Wie eine solche autoritäre Politik letztlich aussieht, erleben die Menschen nun in den USA, wo bereits in den ersten Wochen nach Amtsantritt von oben eine Politik der Erpressung und der Einschüchterung herrscht; eine Politik, die das Bildungsministerium zerschlagen und die nationale Geschichte umschreiben will; eine Politik, die die Forschungsfreiheit aufgekündigt hat, und eine Politik, die die Rechte und Sichtbarkeit von Minderheiten einschränkt.
So weit werden wir es hier nicht kommen lassen! Wir Demokratinnen und Demokraten werden Grundrechte, das gute Miteinander und die Demokratie in diesem Land mit allem, was wir haben, schützen!
Dies beinhaltet immer auch die Frage nach den zeitgemäßen Erfordernissen und der Weiterentwicklung der Demokratie und ihrer Instrumente. Ein solches Instrument ist die Bürgerbeteiligung. Dafür haben wir in Baden-Württemberg in den letzten Jahren viel getan: So haben 2015 die vier Fraktionen im Landtag gemeinsam die Hürden für Volksbegehren und Volksabtimmungen gesenkt und mit dem Volksantrag ein neues direktdemokratisches Instrument eingeführt.

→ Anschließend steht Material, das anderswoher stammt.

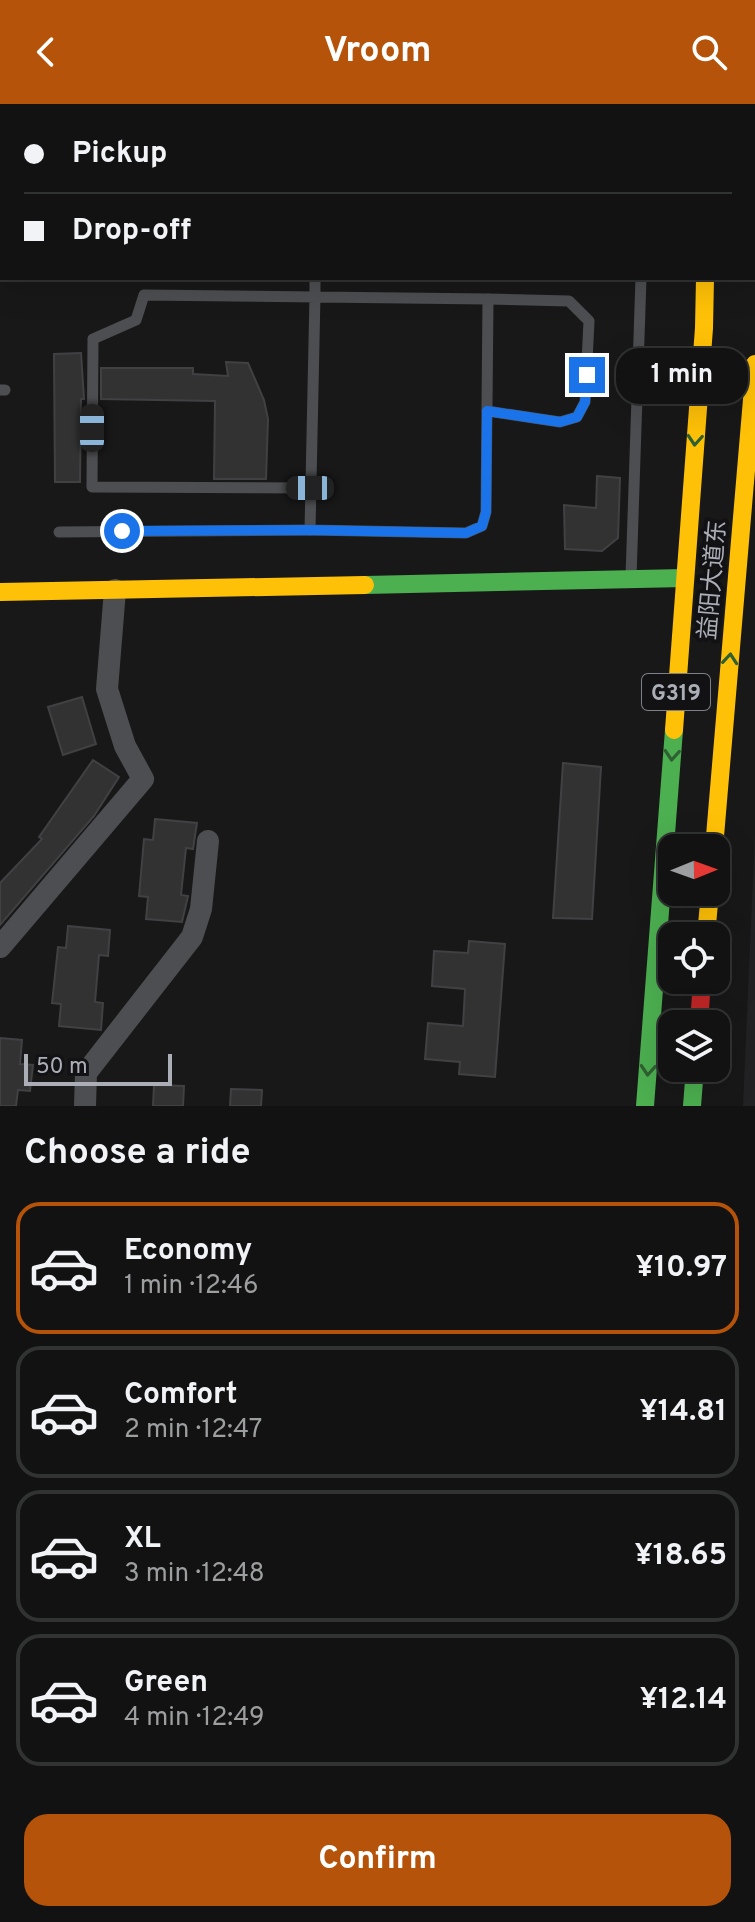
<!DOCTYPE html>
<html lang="en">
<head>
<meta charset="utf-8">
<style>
  :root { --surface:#121212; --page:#1f2020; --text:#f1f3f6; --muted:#9c9e9f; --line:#313232; --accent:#b45309 }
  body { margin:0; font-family:Overpass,"Noto Sans SC",sans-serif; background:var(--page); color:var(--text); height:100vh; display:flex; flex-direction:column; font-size:30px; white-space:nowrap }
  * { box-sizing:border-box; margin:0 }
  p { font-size:26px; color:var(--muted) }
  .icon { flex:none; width:44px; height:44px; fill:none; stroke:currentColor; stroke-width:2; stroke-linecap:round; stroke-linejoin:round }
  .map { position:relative; height:1002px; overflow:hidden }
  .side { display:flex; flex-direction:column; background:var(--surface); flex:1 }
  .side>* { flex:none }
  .top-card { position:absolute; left:0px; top:0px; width:756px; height:176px; box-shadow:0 8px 32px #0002,0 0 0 2px var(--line); display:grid; align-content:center; height:176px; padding:0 24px; background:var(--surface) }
  .needle { width:52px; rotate:89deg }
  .fabs { position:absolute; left:658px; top:730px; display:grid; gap:16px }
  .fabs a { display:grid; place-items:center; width:72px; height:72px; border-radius:16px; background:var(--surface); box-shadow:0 8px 32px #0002,0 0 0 2px var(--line); font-size:40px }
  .scale { position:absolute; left:24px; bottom:20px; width:148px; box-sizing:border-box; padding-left:8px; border:4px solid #abaeb7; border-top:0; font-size:22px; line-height:28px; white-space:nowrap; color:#abaeb7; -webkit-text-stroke:6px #121214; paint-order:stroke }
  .end { position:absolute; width:36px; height:36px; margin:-18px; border:10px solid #1a73e8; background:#fff; box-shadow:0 0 0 4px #fff }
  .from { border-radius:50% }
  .bubble { position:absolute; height:56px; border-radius:24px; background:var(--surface); box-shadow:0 8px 32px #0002,0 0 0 2px var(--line); font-size:26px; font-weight:700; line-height:56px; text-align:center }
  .car { position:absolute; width:24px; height:48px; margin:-24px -12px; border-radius:10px; box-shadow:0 0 6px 2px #0007; background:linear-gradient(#222 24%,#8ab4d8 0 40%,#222 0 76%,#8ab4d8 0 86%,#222 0) }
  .top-card b { display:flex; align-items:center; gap:28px; height:76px; font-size:30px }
  .top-card b+b { border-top:2px solid var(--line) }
  .top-card i { width:20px; height:20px; background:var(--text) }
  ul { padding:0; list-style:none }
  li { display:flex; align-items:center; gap:24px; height:132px; margin:0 16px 12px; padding:0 8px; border:4px solid var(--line); border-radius:24px }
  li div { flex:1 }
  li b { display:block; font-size:30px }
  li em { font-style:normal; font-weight:700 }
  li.active { border-color:var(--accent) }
  li>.icon { width:72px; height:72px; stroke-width:1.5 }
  h2 { padding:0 24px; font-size:36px; line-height:96px }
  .action { display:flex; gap:16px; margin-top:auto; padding:16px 24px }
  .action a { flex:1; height:92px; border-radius:24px; background:var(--accent); color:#fff; font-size:32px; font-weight:700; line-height:92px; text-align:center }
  header { display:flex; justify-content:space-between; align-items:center; height:104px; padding:0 24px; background:var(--accent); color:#fff; font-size:36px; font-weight:700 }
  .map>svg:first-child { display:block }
</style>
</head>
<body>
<header><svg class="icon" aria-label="back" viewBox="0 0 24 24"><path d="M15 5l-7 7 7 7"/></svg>Vroom<svg class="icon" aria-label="search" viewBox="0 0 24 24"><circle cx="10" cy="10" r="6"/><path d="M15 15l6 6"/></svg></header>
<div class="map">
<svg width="755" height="1002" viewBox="0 0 755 1002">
  <rect width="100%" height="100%" fill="#181818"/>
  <!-- built -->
  <path fill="#222224" d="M755,729V1002H743Z"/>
  <!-- building -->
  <g fill="#323233" stroke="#414144" stroke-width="2">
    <path d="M81,249L84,295H81L80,378H55L54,250Z"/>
    <path d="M226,258L248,259L264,296L268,315L266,375H214L215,297L101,295V264H193V270L228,272Z"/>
    <path d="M597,372L620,374L618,434L602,447L565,445L564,401L596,404Z"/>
    <path d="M82,593L96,640L63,651L48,603Z"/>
    <path d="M93,656L119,673L94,712L0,821V779L42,735L39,733Z"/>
    <path d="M563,659L601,663L592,815L553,814Z"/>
    <path d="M155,715L197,719L193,745L186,744L181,791L188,792L182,818L146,815L148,793L139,792L144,735L153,736Z"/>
    <path d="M68,822L110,826L108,852L99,851L95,898L103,899L101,926L59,922L61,900L52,899L58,843L66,844Z"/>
    <path d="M469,837L505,840L495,973L459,970L460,958L425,955L428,919L463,922L465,885L432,882L434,847L468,849Z"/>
    <path d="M0,934L22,936L20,960L33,961L30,987L18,986L16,1002H0Z"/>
    <path d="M154,981L184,982L183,1002H153Z"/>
    <path d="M231,985L262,986L261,1002H230Z"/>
  </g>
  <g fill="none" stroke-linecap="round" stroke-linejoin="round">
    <!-- lane -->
    <g stroke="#4d4e51" stroke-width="11">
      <path d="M0,286H5"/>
      <path d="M487,307L560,318L577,313L585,298L589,217L569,197L488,195"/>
      <path d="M310,384L92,383L93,235L136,216L144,191L488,195L486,408L482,422L466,429L310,426L315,191V174"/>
      <path d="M59,428L310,426"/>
      <path d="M631,473L641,174"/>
    </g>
    <!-- street -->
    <g stroke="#4d4e51" stroke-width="22">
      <path d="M0,843L143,675L125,642L107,585L115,486"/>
      <path d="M85,1002L86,969L192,833L201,805L208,737"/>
    </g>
    <!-- fast -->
    <g stroke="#4caf50" stroke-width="18">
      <path d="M365,481L685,474"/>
      <path d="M645,1002L674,626"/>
      <path d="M692,1002L695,964"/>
    </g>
    <!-- slow -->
    <g stroke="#ffc107" stroke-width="18">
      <path d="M320,0V2"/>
      <path d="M650,0L651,2"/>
      <path d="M754,67H755"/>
      <path d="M0,488L365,481"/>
      <path d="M674,626L704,224L705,174"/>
      <path d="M714,744L755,260"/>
      <path d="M706,832L710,788"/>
    </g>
    <!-- jam -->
    <g stroke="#c62828" stroke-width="18">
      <path d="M180,0L239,2"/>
      <path d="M699,920L702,876"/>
    </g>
  </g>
  <!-- one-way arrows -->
  <defs><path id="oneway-chevron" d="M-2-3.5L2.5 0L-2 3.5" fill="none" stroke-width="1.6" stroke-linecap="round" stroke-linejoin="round" transform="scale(2)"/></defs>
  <g stroke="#2f6032">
    <use href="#oneway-chevron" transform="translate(695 336) rotate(94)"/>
    <use href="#oneway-chevron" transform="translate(730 555) rotate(-85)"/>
    <use href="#oneway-chevron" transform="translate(672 651) rotate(94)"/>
    <use href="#oneway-chevron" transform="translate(648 966) rotate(94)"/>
  </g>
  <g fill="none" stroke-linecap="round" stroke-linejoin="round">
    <!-- route -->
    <path stroke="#1a73e8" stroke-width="10" d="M122,427L310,426L466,429L482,422L486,408L487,307L560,318L577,313L585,298L587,271"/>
  </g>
  <g text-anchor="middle" stroke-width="8" stroke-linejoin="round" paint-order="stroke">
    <!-- shield labels -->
    <rect fill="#121214" stroke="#7d7f86" stroke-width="2" x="642" y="570" width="68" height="36" rx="6"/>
    <g font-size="22" font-weight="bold" fill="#abaeb7">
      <text x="676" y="596">G319</text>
    </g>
    <!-- street labels -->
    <g font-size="24" fill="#abaeb7" stroke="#121214">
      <text transform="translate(712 476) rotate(-85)" y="8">益阳大道东</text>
    </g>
  </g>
</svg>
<div class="fabs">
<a><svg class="needle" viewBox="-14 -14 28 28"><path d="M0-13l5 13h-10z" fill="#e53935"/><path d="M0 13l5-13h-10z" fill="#9c9e9f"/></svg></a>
<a><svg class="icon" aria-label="locate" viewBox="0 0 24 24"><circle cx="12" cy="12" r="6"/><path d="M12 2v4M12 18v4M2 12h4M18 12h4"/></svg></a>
<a><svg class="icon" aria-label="layers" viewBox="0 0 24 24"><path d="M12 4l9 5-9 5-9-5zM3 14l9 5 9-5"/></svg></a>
</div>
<div class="scale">50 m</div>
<i class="end from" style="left:122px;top:427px"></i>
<i class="end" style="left:587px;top:271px"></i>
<div class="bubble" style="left:616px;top:244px;width:132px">1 min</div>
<i class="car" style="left:92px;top:324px;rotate:0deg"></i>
<i class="car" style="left:310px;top:384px;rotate:270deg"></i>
<div class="top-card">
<b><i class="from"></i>Pickup</b>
<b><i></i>Drop-off</b>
</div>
</div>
<section class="side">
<h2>Choose a ride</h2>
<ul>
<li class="active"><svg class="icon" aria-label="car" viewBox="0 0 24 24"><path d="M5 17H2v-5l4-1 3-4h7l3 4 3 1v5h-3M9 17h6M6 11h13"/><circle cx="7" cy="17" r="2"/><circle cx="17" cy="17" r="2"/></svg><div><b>Economy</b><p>1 min · 12:46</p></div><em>¥10.97</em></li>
<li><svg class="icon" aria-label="car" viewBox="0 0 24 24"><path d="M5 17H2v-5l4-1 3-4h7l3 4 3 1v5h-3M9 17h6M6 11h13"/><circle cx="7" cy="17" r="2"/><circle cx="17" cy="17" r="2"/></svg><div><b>Comfort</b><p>2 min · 12:47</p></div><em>¥14.81</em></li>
<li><svg class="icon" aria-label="car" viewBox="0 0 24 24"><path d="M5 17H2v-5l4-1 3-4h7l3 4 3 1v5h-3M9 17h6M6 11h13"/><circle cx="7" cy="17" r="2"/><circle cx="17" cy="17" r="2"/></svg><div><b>XL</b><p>3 min · 12:48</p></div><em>¥18.65</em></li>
<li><svg class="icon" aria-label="car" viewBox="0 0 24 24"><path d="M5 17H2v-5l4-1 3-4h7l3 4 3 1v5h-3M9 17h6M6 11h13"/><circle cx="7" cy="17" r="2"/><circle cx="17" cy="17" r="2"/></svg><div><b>Green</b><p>4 min · 12:49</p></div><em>¥12.14</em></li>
</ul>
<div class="action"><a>Confirm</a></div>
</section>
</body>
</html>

Daneben haben wir eine Reihe von dialogischen Beteiligungsmöglichkeiten geschaffen –
- etwa das Online-Beteiligungsportal, über das Bürgerinnen und Bürger Gesetzesentwürfe kommentieren können;
- das Netzwerk „Allianz für Beteiligung“, mit der zivilgesellschaftliche Akteure unterstützt werden;
- die „Servicestelle Dialogische Bürgerbeteiligung“, die bei Kommunen und Verwaltung ansetzt, oder
- das Gesetz über die dialogische Bürgerbeteiligung – die Grundlage für Bürgerforen mit Zufallsbürgerinnen und -bürgern, die bei wichtigen Gesetzen der direkten und repräsentativen Demokratie vorangeschaltet werden.
Dabei werden über das Einwohnermelderegister per Losverfahren Teilnehmerinnen und Teilnehmer gezogen und bei der endgültigen Auswahl wird – wie aus der Antwort der Landesregierung hervorgeht – auf eine gesellschaftliche Vielfalt geachtet, also dass die Teilnehmerinnen und Teilnehmer über möglichst unterschiedliche Bildung, Alter, Herkunft und Familienstand verfügen. Damit soll erreicht werden, dass die Gruppe der Zufallsbürgerinnen und -bürger auch diejenigen berücksichtigt, die in klassischen Bürgerversammlungen, in den Debatten kommunaler Gremien oder in rein medialen Debatten weniger vertreten und leiser sind. Und das, liebe Kolleginnen und Kollegen, ist gut so!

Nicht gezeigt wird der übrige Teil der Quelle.